Fashionable athleisure clothes model Halara is investigating a data breach after the alleged knowledge of virtually 950,000 prospects was leaked on a hacking discussion board.
The Hong Kong firm was based in 2020 and shortly grew to become very talked-about by the various movies selling its clothes on TikTok.
Halara instructed BleepingComputer that it’s conscious that buyer knowledge was allegedly stolen and leaked on-line and is investigating a possible breach.
This comes after an individual named ‘Sanggiero’ claimed to have breached Halara earlier this month and shared a textual content file containing stolen buyer knowledge on a hacking discussion board and a Telegram channel.
“In January 2024, over 1M rows of knowledge from the shop firm Halara was posted to a well-liked hacking discussion board. The info contained 1M distinctive addressId, first identify, final identify, telephone numbers, nation, house handle, zip, province, metropolis, iso,” reads a publish from Sanggiero.

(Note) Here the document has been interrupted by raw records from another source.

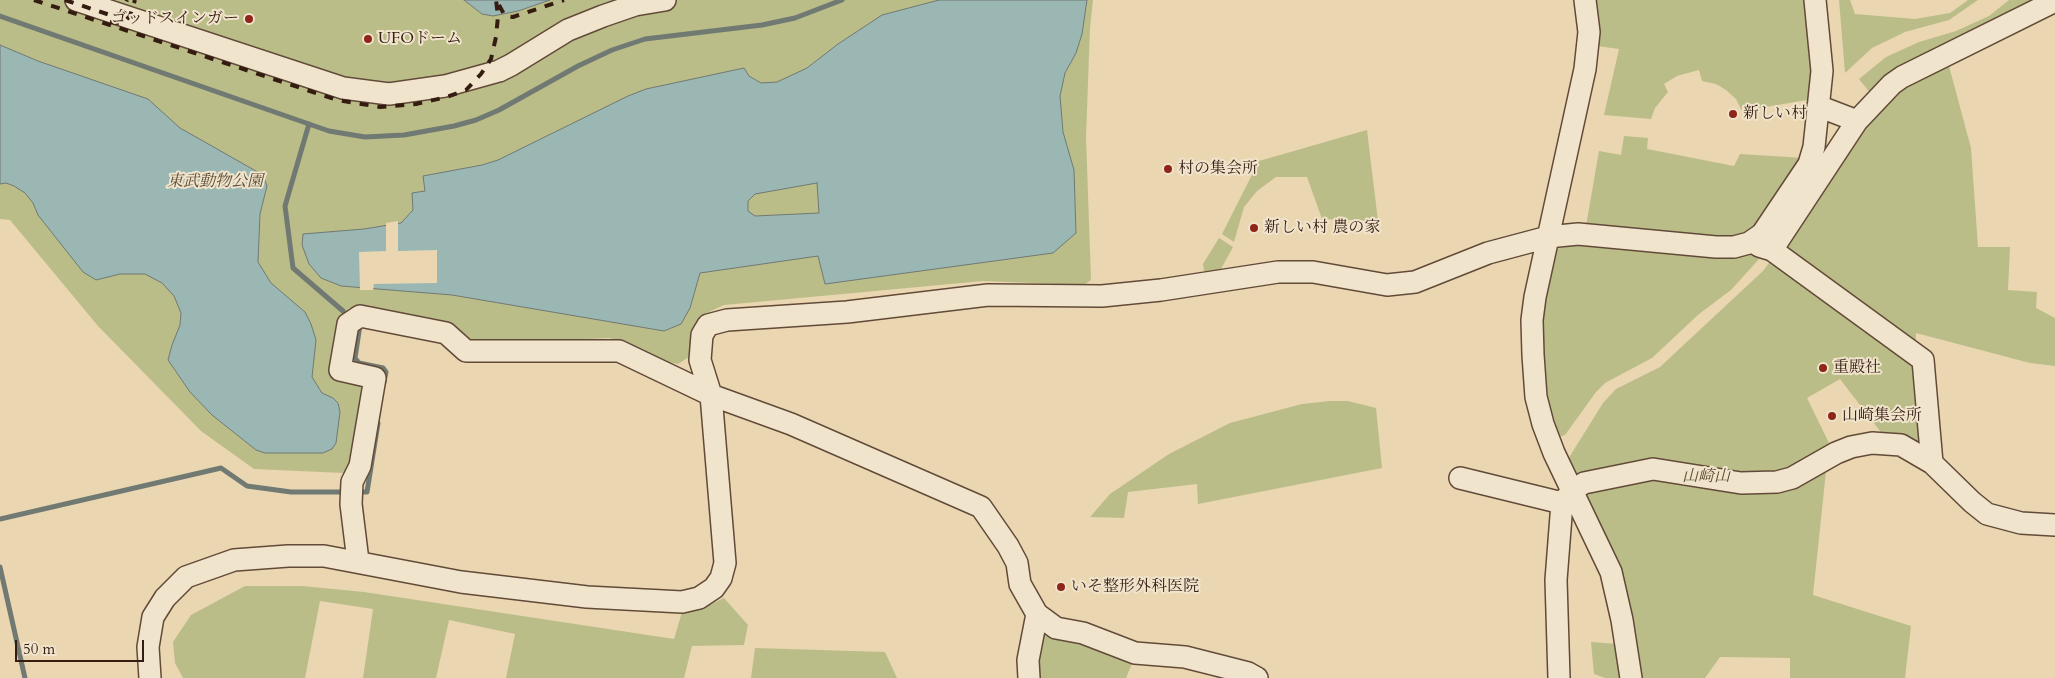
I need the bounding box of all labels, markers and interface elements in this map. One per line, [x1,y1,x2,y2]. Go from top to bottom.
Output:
place label: ゴッドスインガー [111,9,239,29]
marker: ゴッドスインガー [243,13,255,25]
place label: UFOドーム [378,29,462,49]
marker: UFOドーム [362,33,374,45]
place label: 新しい村 [1743,104,1807,124]
marker: 新しい村 [1727,108,1739,120]
place label: 村の集会所 [1178,159,1258,179]
marker: 村の集会所 [1162,163,1174,175]
park label: 東武動物公園 [167,172,263,192]
place label: 新しい村 農の家 [1264,218,1380,238]
marker: 新しい村 農の家 [1248,222,1260,234]
place label: 重殿社 [1833,358,1881,378]
marker: 重殿社 [1817,362,1829,374]
place label: 山崎集会所 [1842,406,1922,426]
marker: 山崎集会所 [1826,410,1838,422]
park label: 山崎山 [1682,467,1730,487]
place label: いそ整形外科医院 [1071,577,1199,597]
marker: いそ整形外科医院 [1055,581,1067,593]
scale bar [18,630,146,662]
text: 50 m [23,639,55,659]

It must be famous that the discussion board publish makes use of an incorrect emblem for Halara and as a substitute makes use of one for a hashish firm that was not breached.
BleepingComputer has reviewed the leaked knowledge, and whereas Sanggiero says it incorporates 1 million strains of knowledge, the textual content file solely incorporates 941,910 information.
Whereas BleepingComputer has not been capable of verify if the entire knowledge is correct, we contacted a number of individuals listed within the file and have confirmed that they’re all Halara prospects and that their listed telephone numbers, names, and addresses are correct.
In a dialog with BleepingComputer, Sanggiero says that they obtained the information by exploiting a bug in an API on Halara’s web site, which they are saying continues to be unfixed.
Sanggiero mentioned they didn’t contact Halara in regards to the stolen knowledge and determined to launch it without spending a dime as it might not have a number of worth if making an attempt to promote it.
Halara prospects must be looking out for focused smishing assaults (SMS phishing) that try and steal different data, reminiscent of e mail addresses and passwords.
This data can be utilized for additional assaults or offered to different menace actors who use it for fraud or different malicious habits.
BleepingComputer is conscious of quite a few menace actors promoting stolen accounts for on-line retailers, reminiscent of Saks fifth Avenue, Categorical, and Ulta Magnificence, that are used to make fraudulent purchases.